■ **WHAT NEEDS TO BE DONE**
Report each line from the entries in which "Math" can be found.

Saved entries:
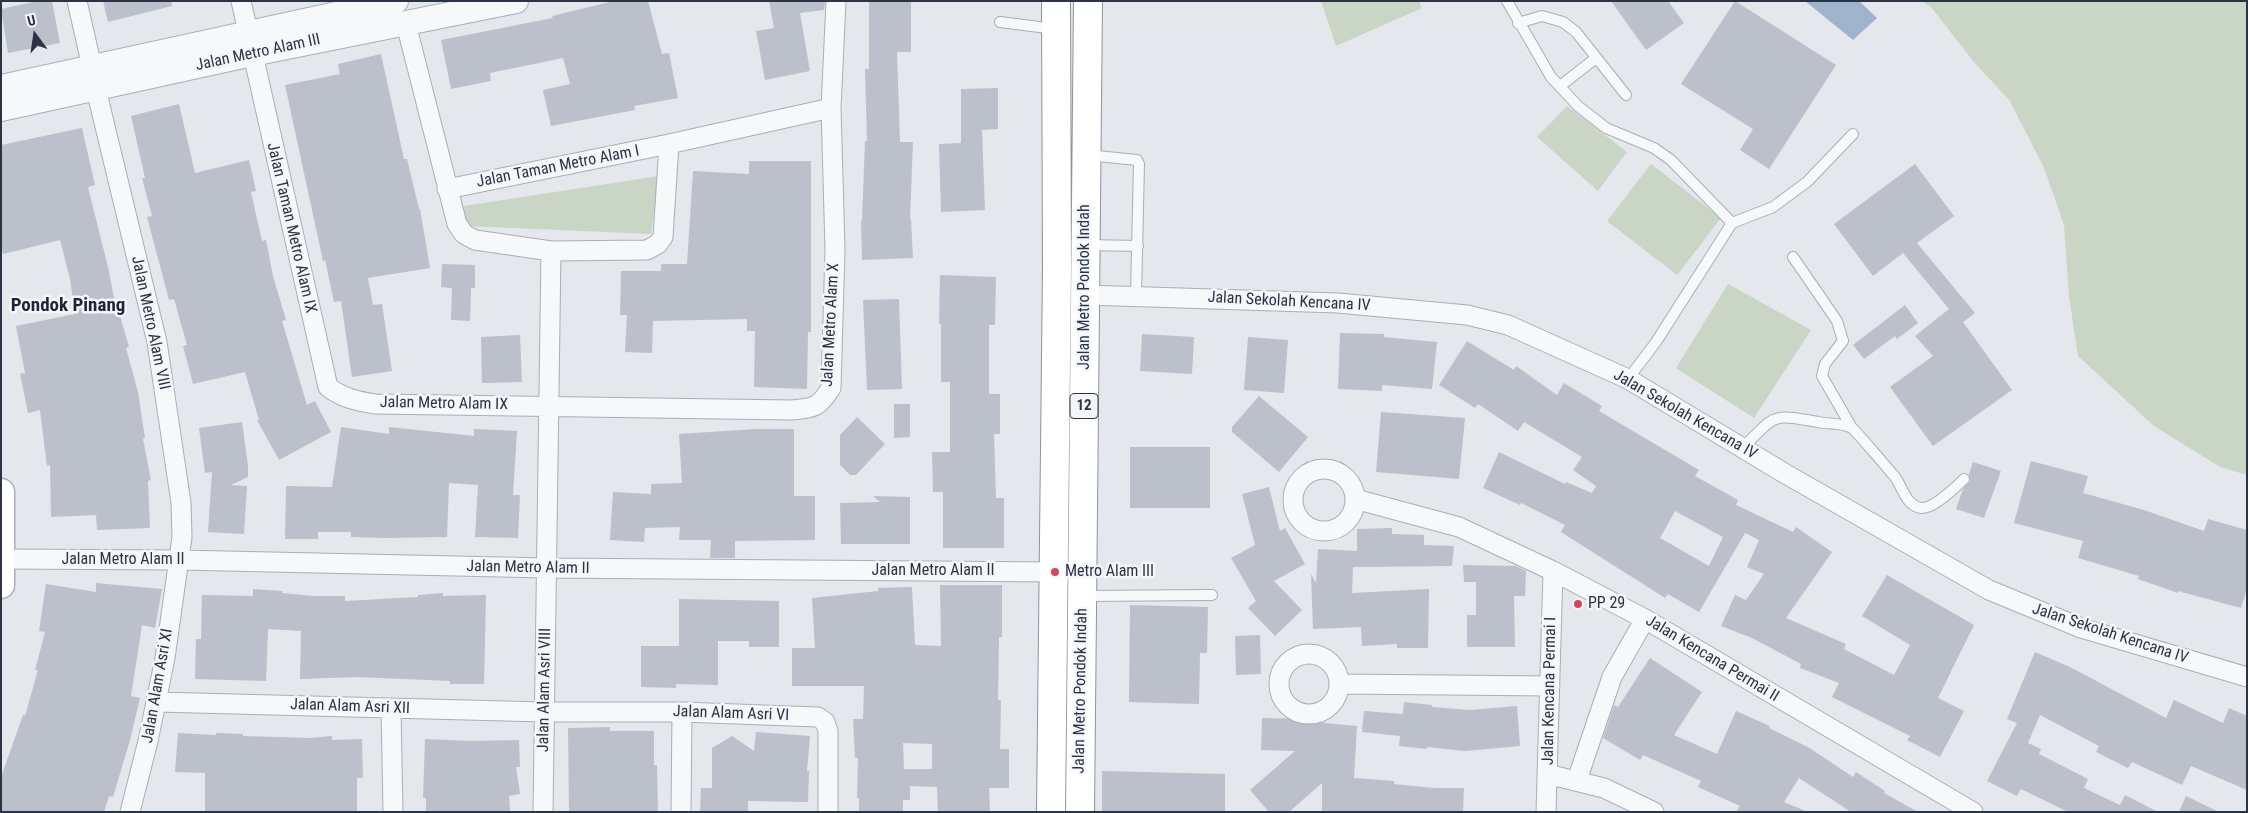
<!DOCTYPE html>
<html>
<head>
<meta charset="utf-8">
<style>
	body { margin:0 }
	#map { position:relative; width:2248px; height:813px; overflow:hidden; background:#e4e7ec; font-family:"Roboto Condensed",sans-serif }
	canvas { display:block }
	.frame { position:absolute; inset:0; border:2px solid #2b3445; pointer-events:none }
	.north { position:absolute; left:10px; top:10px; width:50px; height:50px; -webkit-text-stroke:4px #f4f6f9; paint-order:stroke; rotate:346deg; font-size:14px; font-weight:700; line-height:20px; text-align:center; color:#2b3445 }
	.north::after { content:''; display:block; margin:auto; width:18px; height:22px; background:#2b3445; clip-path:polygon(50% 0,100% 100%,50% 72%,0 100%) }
</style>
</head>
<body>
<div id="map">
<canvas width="2248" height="813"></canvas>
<div class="frame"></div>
<div class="north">U</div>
</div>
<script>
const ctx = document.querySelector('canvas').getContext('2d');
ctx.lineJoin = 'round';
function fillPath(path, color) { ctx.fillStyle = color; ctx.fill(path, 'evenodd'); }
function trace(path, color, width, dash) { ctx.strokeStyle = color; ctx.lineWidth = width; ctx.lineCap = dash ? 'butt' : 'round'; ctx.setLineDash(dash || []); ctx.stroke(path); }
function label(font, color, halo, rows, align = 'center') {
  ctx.font = font + ' "Roboto Condensed",sans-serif'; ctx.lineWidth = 5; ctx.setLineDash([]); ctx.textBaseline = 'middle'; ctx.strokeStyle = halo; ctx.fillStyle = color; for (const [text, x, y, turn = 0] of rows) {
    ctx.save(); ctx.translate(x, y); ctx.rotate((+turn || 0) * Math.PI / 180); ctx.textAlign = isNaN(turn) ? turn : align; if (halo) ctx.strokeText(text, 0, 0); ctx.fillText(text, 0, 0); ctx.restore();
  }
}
const green = new Path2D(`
	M1321 1H1419L1422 8 1336 46Z
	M1921 1H2247V475L2220 467 2154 426 2078 356 2069 296 2064 225 2044 168 2010 101 1973 61 1931 7Z
	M1567 106 1627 152 1598 191 1537 137Z
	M1651 164 1721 218 1677 275 1607 221Z
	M659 176 651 234 466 226 458 207Z
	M1728 284 1811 330 1754 418 1676 368Z`);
const water = new Path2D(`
	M1805 1H1859L1877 18 1853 40Z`);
const building = new Path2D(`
	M38 1H52L60 43 8 53 1 9Z
	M103 1H171L172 6 108 22Z
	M614 1H648L662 54 669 53 678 98 634 106 635 110 551 126 543 90 570 84 563 58 490 73 491 81 451 89 441 40 553 18 552 16Z
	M769 1H825L824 10 800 13 810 71 765 80 756 31 774 28Z
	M869 1H911V52H897L900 142H913L910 219H911L913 258 862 260 861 221 862 220 865 141H867L865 69H869Z
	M1611 1H1668L1684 23 1646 50Z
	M1735 1 1836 65 1769 169 1740 150 1753 129 1681 84Z
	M381 54 404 159H407L419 209H420L430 268 368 278 373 305 382 304 392 371 352 377 341 301 334 302 325 260 323 261 285 85 340 74 338 64Z
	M998 88V129L982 130 985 210 941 212 939 144 961 143V89Z
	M179 104 195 173 249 160 256 191 251 192 262 241 266 240 273 276 286 320 282 321 307 405 315 401 331 432 279 460 257 420H259L245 372 193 384 183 346 187 345 174 299 169 300 147 217 152 216 142 178H145L131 116Z
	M82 128 95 185 88 187 108 267 117 313 119 312 129 347 126 348 138 392 145 438 143 439 151 480 148 481 150 528 97 530 96 515 51 517 50 465 47 466 40 410 28 413 20 374 25 373 16 326 75 314 70 279 60 240 3 254 1 244V145Z
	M749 161H811V332H808L807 389 754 387 755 331H747V319L653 321 652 353 625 352 627 315H620L621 271H661V264H687L693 171 749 174Z
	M1915 164 1954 216 1917 243 1975 313 1963 322 2012 390 1933 446 1890 387 1933 356 1915 336 1949 309 1903 253 1873 276 1834 224Z
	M442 264 475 265V288H471L470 321 451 320 452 288 441 287Z
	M940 275 996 277 995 325H989V394H1000V434H994L996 498H1004V548H943V492H933L932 452H950V382H941V324H939Z
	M899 299 902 389 867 390 863 300Z
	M1905 305 1918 323 1897 339 1895 336 1864 359 1853 345Z
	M1340 333 1384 334V337L1437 342 1432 389 1382 385V391L1338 389Z
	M1142 334 1194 337 1192 374 1140 371Z
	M520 335 522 382 482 383 481 337Z
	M1248 337 1288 340 1284 393 1244 390Z
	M1467 341 1514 370 1516 366 1557 395 1564 383 1602 406 1599 411 1699 470 1695 476 1738 500 1736 505 1793 532 1796 527 1832 552 1786 618 1846 644 1844 649 1894 675 1910 645 1862 616 1887 575 1974 625 1938 698 1964 711 1940 757 1907 740 1910 736 1832 697 1839 683 1800 668 1801 664 1752 638 1721 626 1735 595 1746 600 1764 574 1747 567 1759 540 1745 533 1699 612 1668 594 1665 598 1561 532 1565 525 1521 503 1520 505 1483 488 1499 452 1565 484 1566 482 1592 493 1596 486 1573 470 1582 457 1524 422 1518 431 1478 404 1475 408 1439 385ZM1675 511 1723 537 1709 566 1660 538Z
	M1259 396 1308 437 1279 472 1232 432V427Z
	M894 404H910V437L894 438Z
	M1381 412 1465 418 1459 479 1376 472Z
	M857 417 885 444 856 475H850L840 465V435Z
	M242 422 248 466V477L231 485 247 486 244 534 208 532 212 472 205 473 199 428Z
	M341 427 389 434V427L474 436V429L517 431 513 495H520L518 538 475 537 478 485 449 483 447 537 385 538 351 537V532H318V539H285L286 486 332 487Z
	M756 429H794V496H815V540L735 541V558H710L711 540H679L680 527 645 528 644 542 610 540 613 492 651 494V484L682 483 679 434Z
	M1130 447H1210V508H1130Z
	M2031 461 2088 476 2083 493 2144 510 2204 531 2208 519 2247 530V589L2241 608 2178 591V593L2138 579 2139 576 2078 558 2083 541 2014 523Z
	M1973 462 2001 471 1984 518 1956 509 1963 489 1970 481 1969 474Z
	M1269 487 1280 531 1285 528 1305 564 1274 581 1302 610 1275 636 1248 608 1256 601 1231 558 1255 545 1242 494Z
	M873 496 910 497V544H841L840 503 880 502Z
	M1392 528V534L1424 535V545L1454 546 1452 566 1353 567 1352 593 1429 589 1428 648H1397V644L1362 646 1361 627 1313 629 1311 574 1316 583 1318 549 1357 551V529Z
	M1463 565 1516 566 1526 571 1525 596H1514L1515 647H1467V615H1476V582H1464Z
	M96 583 162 589 155 628 142 625 131 696 140 698 130 740 113 797 109 796 104 812H1V777L23 715 25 716 38 670H35L45 632 39 631 46 584 96 592Z
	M940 585H1002V637H999L998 700H1001L1000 749H1009V788H989L990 812H938L937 787 910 786V800H903V812H859V798H857L858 758H855L853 719H863L864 686H792V648H815L812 598 878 591V588L912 587 915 645 941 646ZM903 743 932 744V769H904Z
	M253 589 282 591V593L313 596H345V601L418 597V595L443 593V596L486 595 484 684H450V681L358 677 300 679 301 631 268 629 266 681 195 679 196 639H201L202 595 253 596Z
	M679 599 779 601V647H749V641H718V685L676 684V688L641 687V646H679Z
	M1130 605 1208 607 1207 653H1200L1199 704 1129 702Z
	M1260 635 1261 674 1236 675 1235 636Z
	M2035 652 2070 667 2166 718 2174 700 2223 723 2229 708 2247 716V790L2191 766 2182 785 2132 762 2128 768 2096 752 2099 746 2040 715 2028 743 2041 749 2039 754 2088 779 2084 788 2120 805 2125 795 2158 812H2068L2021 789 2017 796 1987 781 2017 723 2007 719Z
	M1650 658 1702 692 1674 735 1717 754 1736 711 1770 726 1769 728 1808 747 1853 777 1856 772 1885 791 1884 793 1918 812H1851L1799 778 1784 802 1808 812H1736L1740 806 1698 787 1701 781 1643 755 1640 760 1603 738 1614 705 1618 707Z
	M1404 702 1432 705V707L1470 710 1517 706 1520 746 1465 751 1427 747V749L1399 746 1400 736 1362 732 1364 711 1403 714Z
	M1262 718 1304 719V721L1357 726 1354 778 1394 781V784L1434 788H1464L1463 812H1322V783L1289 812H1269L1250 790 1295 751 1261 750Z
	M610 727V731H654V765H657L658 812H569L568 728Z
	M756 732 810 736 807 771H809L808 802 748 801V812H700L701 788H712V748L732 736 754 751Z
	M178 733 216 735V733L243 734V736L309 738 332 736V740L362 739 363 778H357V812H205V773L175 772Z
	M425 739 470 741 519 740 520 767H516L520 794 509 796 510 812H426V798H423Z
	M1102 771 1225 774V812H1102Z
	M2186 796 2219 812H2179Z`);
const service = new Path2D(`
	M1507 1 1551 77 1578 106 1606 128 1654 148 1671 160 1732 223
	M1000 22 1055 29
	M1518 23 1542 16 1563 22 1576 32 1626 95
	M1560 86 1596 58
	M1087 155 1137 160 1139 164 1136 295
	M1087 245 1138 246
	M1793 257 1837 321 1843 341 1825 364 1822 376 1852 428
	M1628 379 1656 342 1732 223 1773 207 1807 182 1853 134
	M1742 448C1777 415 1769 413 1818 422 1827 424 1843 423 1852 428 1855 430 1890 471 1895 477 1902 486 1906 506 1921 508 1933 509 1956 487 1964 479
	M1083 596 1212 595`);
const minor = new Path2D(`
	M77 1 92 67
	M241 1 328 387C343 398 356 401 375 404L792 410C815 408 819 407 831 388L835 249 831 108 836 1
	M406 24 457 224 464 234 475 240 551 251 647 250 658 244 663 237 669 144
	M96 89 157 342 181 503 182 537 165 658 148 741 130 812
	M447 189 669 144 831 108
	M1086 295 1338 303 1467 315 1508 325 1628 379 1784 473 1989 590 2081 628 2247 677
	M1293 500a31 31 0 1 1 62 0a31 31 0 1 1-62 0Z
	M1355 499 1459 527 1553 571 1645 619 1973 812
	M2 559 179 560 548 568 1055 572
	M1279 684a30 30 0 1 1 60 0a30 30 0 1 1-60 0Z
	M1339 684 1550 686
	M157 702 544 712H682L818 717 825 722 828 731V812
	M391 709 393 812
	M1547 774 1604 788 1654 812
	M1577 780 1612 677 1645 619
	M543 812 551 251
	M681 812 682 712
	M1546 812 1553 571`);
const tertiary = new Path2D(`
	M1 87 396 1
	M1 109 252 54 516 1`);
const secondary = new Path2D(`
	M1 492V585`);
const trunk = new Path2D(`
	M1051 812 1057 267 1056 1
	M1080 812 1088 1`);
const markers = [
	[1055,572,5,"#d1495b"],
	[1578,604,5,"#d1495b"]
];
const shields = [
	[1084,406,28]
];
const shieldNames = [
	["12",1084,406]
];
const streetNames = [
	["Jalan Metro Alam III",258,53,-12],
	["Jalan Taman Metro Alam I",558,167,-11],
	["Jalan Taman Metro Alam IX",291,228,77],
	["Jalan Metro Pondok Indah",1085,287,-90],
	["Jalan Sekolah Kencana IV",1289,302,3],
	["Jalan Metro Alam VIII",150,323,78],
	["Jalan Metro Alam X",831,325,-87],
	["Jalan Metro Alam IX",444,404,1],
	["Jalan Sekolah Kencana IV",1685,415,30],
	["Jalan Metro Alam II",123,560],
	["Jalan Metro Alam II",528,568,1],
	["Jalan Metro Alam II",933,571],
	["Jalan Sekolah Kencana IV",2110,634,18],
	["Jalan Kencana Permai II",1712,659,31],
	["Jalan Alam Asri XI",158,686,-80],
	["Jalan Alam Asri VIII",545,690,-89],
	["Jalan Metro Pondok Indah",1081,691,-89],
	["Jalan Kencana Permai I",1550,691,-89],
	["Jalan Alam Asri XII",350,707,2],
	["Jalan Alam Asri VI",731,714,2]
];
const poiNames = [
	["Metro Alam III",1065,572],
	["PP 29",1588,604]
];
const quarterNames = [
	["Pondok Pinang",68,306]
];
fillPath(green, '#c9d6c5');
fillPath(water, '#9fb4cc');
fillPath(building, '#bbc0ca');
trace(service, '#a9aeb7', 12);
trace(minor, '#a9aeb7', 21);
trace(tertiary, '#a9aeb7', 26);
trace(secondary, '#a9aeb7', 29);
trace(trunk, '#8b94a3', 30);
trace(service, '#f7f8fa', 10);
trace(minor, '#f7f8fa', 19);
trace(tertiary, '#f7f8fa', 24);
trace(secondary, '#fff', 26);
trace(trunk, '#fff', 28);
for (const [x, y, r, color] of markers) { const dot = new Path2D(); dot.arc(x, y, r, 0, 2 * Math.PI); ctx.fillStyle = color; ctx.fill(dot); trace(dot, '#f4f6f9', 2); }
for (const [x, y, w] of shields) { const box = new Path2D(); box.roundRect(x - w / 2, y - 12.5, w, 25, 4); ctx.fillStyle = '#f4f6f9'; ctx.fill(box); trace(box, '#2b3445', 1); }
label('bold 15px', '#2b3445', null, shieldNames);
label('16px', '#2b3445', '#f4f6f9', streetNames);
label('16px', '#2b3445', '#f4f6f9', poiNames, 'left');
label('bold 19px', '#1d2536', '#f4f6f9', quarterNames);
</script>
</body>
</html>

■ **RESPONSE BELOW**
    ctx.save(); ctx.translate(x, y); ctx.rotate((+turn || 0) * Math.PI / 180); ctx.textAlign = isNaN(turn) ? turn : align; if (halo) ctx.strokeText(text, 0, 0); ctx.fillText(text, 0, 0); ctx.restore();
for (const [x, y, r, color] of markers) { const dot = new Path2D(); dot.arc(x, y, r, 0, 2 * Math.PI); ctx.fillStyle = color; ctx.fill(dot); trace(dot, '#f4f6f9', 2); }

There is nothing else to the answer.